After occupying Poland and taking over the camp, it was initially expanded to accommodate 3500 prisoners. The Germans enlarged it several times, and when the camp was included in the “Final Solution” in June 1944, it was equipped with a gas chamber that could take 150 prisoners at a time, mobile gas wagons to increase the capacity, and a crematorium to destroy the evidence of the murders. In total, the camp housed 110,000 prisoners during the war, of whom about 85,000 were killed. There is evidence that corpses were rendered down to produce soap, as occurred at other death camps.
In the depths of winter at the beginning of 1945, faced with impending defeat, the Germans began evacuating their extermination camps, taking the surviving prisoners on long, futile “death marches” through the Polish and German countryside, shooting or otherwise brutally murdering them or just starving them to death. 50,000 prisoners were evacuated from Stutthof, about 25,000 of whom were killed on the marches; many were marched into the sea on the coast near Gdańsk and gunned down. When Stutthof was finally liberated by the Soviet Red Army on 9th May 1945, they found a mere 100 prisoners remaining there – those who had managed to hide when the Nazis were evacuating the camp. It was the last German concentration camp to be liberated.
Like many of the former concentration camps, Stutthof has a significant museum at the heart of its remembrance. The museum contains many artefacts on display and an enormous archive of documents and other evidence to bear witness to the horrors of those times.
Recently, a party of hikers exploring the surroundings stumbled upon a massive dump of objects dating from the war but hidden in the woods ever since. The gruesome find included great numbers of shoes, prison uniforms, belts and other items of clothing scattered over an area of hundreds of square feet. In places, these objects were piled up to a foot high.
The head of the Stutthof museum’s archives department, Danuta Drywa, said that it was almost sure that these objects belonged to the prisoners of the camp.

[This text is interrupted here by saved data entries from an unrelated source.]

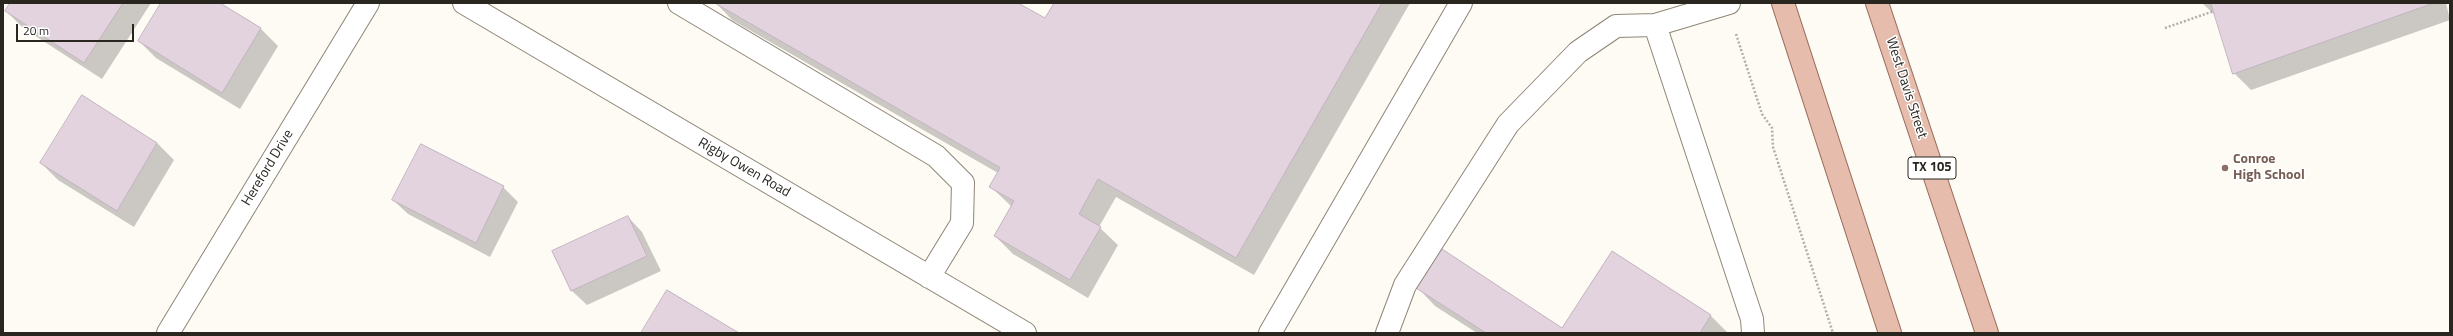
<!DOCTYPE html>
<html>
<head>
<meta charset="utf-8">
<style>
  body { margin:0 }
  #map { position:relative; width:2453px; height:336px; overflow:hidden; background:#fefaf4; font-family:"Titillium Web",sans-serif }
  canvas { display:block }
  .frame { position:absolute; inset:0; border:4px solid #292620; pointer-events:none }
  .scale { position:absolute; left:16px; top:24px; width:118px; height:18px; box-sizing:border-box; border:2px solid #292620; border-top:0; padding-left:5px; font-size:12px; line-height:14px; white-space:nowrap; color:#292620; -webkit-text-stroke:3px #fff; paint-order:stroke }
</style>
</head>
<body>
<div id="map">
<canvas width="2453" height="336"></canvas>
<div class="frame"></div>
<div class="scale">20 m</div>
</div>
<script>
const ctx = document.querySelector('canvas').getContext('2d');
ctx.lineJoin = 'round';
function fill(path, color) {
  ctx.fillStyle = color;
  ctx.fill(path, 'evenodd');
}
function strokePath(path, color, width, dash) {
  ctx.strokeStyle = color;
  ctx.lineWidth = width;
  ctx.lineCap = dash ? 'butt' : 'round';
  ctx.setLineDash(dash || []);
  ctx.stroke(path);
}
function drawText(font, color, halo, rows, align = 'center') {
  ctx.font = font + ' "Titillium Web",sans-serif';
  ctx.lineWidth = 3;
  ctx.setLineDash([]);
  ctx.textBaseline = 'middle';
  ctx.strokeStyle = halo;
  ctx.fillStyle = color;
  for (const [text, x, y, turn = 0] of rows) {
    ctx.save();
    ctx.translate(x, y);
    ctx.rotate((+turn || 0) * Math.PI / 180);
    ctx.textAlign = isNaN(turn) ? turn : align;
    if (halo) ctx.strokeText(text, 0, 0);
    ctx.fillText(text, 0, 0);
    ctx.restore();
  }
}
const shadow = new Path2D(`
  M11 3H151L102 79 23 28 6 11Z
  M162 3H218L261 29 278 46 240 109 156 58 139 41Z
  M716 3H1016L1045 20 1055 3H1410L1254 275 1116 197 1099 227 1118 245 1088 298 1013 254 995 236 1012 207 991 187 998 173 732 20Z
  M2202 3H2446L2450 20 2251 90 2234 73 2217 17Z
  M157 143 174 160 134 227 58 180 41 163Z
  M421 145 503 187 518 202 490 257 408 214 393 200Z
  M628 217 642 232 661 271 587 305 572 291 553 251Z
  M1613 252 1711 316 1728 333H1477L1435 306 1418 288 1562 330Z`);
const building = new Path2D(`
  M10 3H123L84 63 5 11Z
  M161 3H220L261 28 222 93 138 41Z
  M715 3H1018L1045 18 1054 3H1382L1236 258 1098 179 1079 214 1101 227 1070 280 994 236 1014 201 989 187 1000 168Z
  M2211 3H2434L2233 74Z
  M82 95 157 143 117 211 40 163Z
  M421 144 504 186 476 243 392 200Z
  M628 216 647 256 571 291 552 251Z
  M1442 249 1562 328 1612 251 1711 315 1700 333H1486L1416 288Z
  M667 290 739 333H641Z`);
const path = new Path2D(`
  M2165 28 2214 11
  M1736 34 1762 114 1772 128 1773 147 1833 333`);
const minor = new Path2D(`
  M464 3 1025 333
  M679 3 936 156 963 183 962 223 929 277
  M1729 3 1655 25 1752 319 1753 333
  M168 333 368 3
  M1270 333 1461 3
  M1387 333 1405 285 1508 124 1578 52 1616 26 1655 25`);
const major = new Path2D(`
  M1783 3 1890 333
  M1877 3 1987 333`);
const markers = [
  [2225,168,4,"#8d6e63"]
];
const shields = [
  [1932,168,48]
];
const shieldNames = [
  ["TX 105",1932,168]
];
const streetNames = [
  ["West Davis Street",1906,88,72],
  ["Hereford Drive",268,168,-59],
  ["Rigby Owen Road",744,168,30]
];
const educationNames = [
  ["Conroe",2233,160],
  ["High School",2233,176]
];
fill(shadow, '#0003');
fill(building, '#e2d3df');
strokePath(building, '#c1b3bf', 1);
strokePath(minor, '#8e8677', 24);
strokePath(major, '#996b59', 24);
strokePath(path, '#b2aea8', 2.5, [2, 2]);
strokePath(minor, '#fff', 22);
strokePath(major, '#e6bcad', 22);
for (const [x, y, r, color] of markers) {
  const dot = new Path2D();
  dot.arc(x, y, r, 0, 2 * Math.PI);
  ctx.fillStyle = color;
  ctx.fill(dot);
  strokePath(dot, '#fff', 1.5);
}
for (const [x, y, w] of shields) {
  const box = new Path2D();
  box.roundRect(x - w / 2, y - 11, w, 22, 3);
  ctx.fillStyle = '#fff';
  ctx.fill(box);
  strokePath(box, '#292620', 1);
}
drawText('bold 13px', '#292620', null, shieldNames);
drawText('14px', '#292620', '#fff', streetNames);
drawText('bold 14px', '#785e54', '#fff', educationNames, 'left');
</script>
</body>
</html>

The presence of shoes is puzzling because, usually, confiscated shoes would have been sent to Germany to be reused there by other people. Drywa said that it was baffling that the objects had never been reported before since they were so close to the museum. The camp covers quite a large area, which includes open space and woodland, which could explain how these objects could have escaped notice until now.